Naquele mesmo instante o Dr. Carl Winter – que atravessava a praça com suas passadas lentas e largas – olhava para a casa de Aguinaldo Silva e também pensava em Luzia. Tinha-a na mente tal como a vira no Sobrado na festa de seu aniversário, toda vestida de preto, junto duma mesa, a tocar cítara com seus dedos finos e brancos. Nessa noite ficara fascinado a observá-la, e houve um minuto em que uma voz – a sua própria a sussurrar- lhe em pensamento – ficara a repetir: Melpômene, Melpômene... Sim, Luzia lhe evocava a musa da tragédia. (VERISSIMO, 2002, p.36).

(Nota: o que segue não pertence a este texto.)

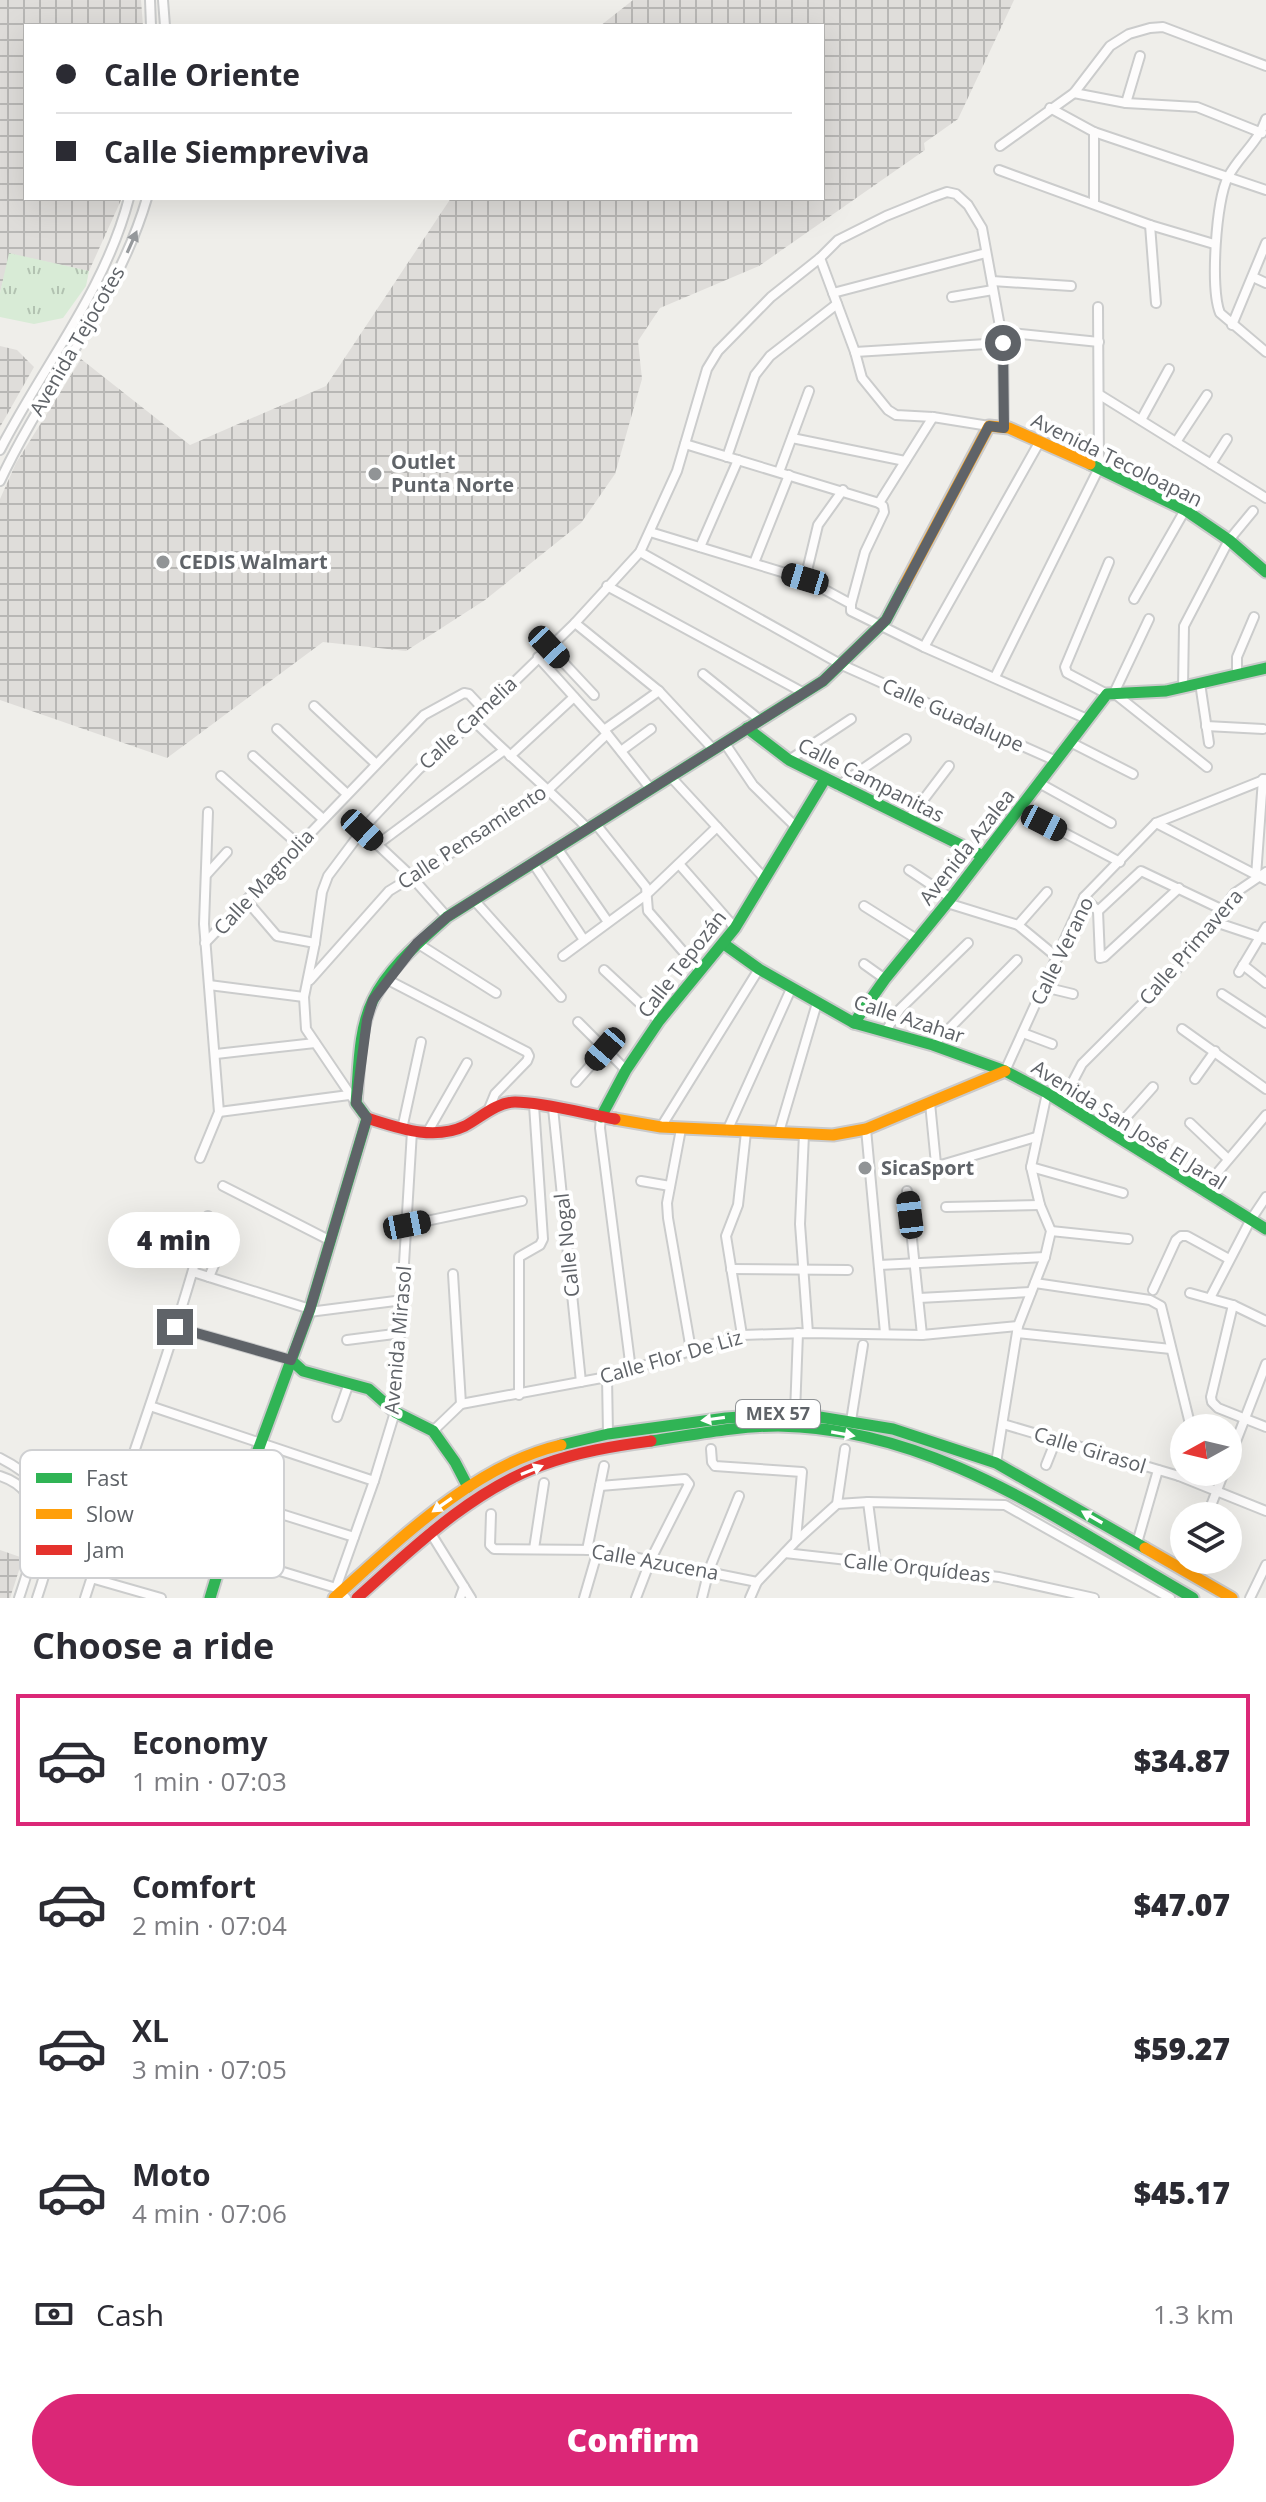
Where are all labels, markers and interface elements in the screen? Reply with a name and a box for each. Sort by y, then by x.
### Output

Notamos nesse trecho, talvez sem reconhecer as causas, que o “Dr. Carl Winter” não é uma pessoa e sim uma personagem. Certas palavras e frases sem importância aparente nos colocam dentro da consciência de Carl Winter, fazem-nos participar de sua intimidade:

“tinha-a na mente”; “ficara fascinado a observá-la”; “sussurrar-lhe em pensamento”; “Luzia lhe evocava”. Tais orações indicam que se verificou uma espécie de identificação com a personagem, de modo que o leitor é levado, sutilmente, a viver a experiência dela, a sentir juntamente com ela suas sensações, a penetrar em seus pensamentos. Ou seja, somente com o surgir da personagem tornam-se possíveis esses tipos de orações categoricamente diversas de qualquer enunciado em situações reais ou em textos não-fictícios.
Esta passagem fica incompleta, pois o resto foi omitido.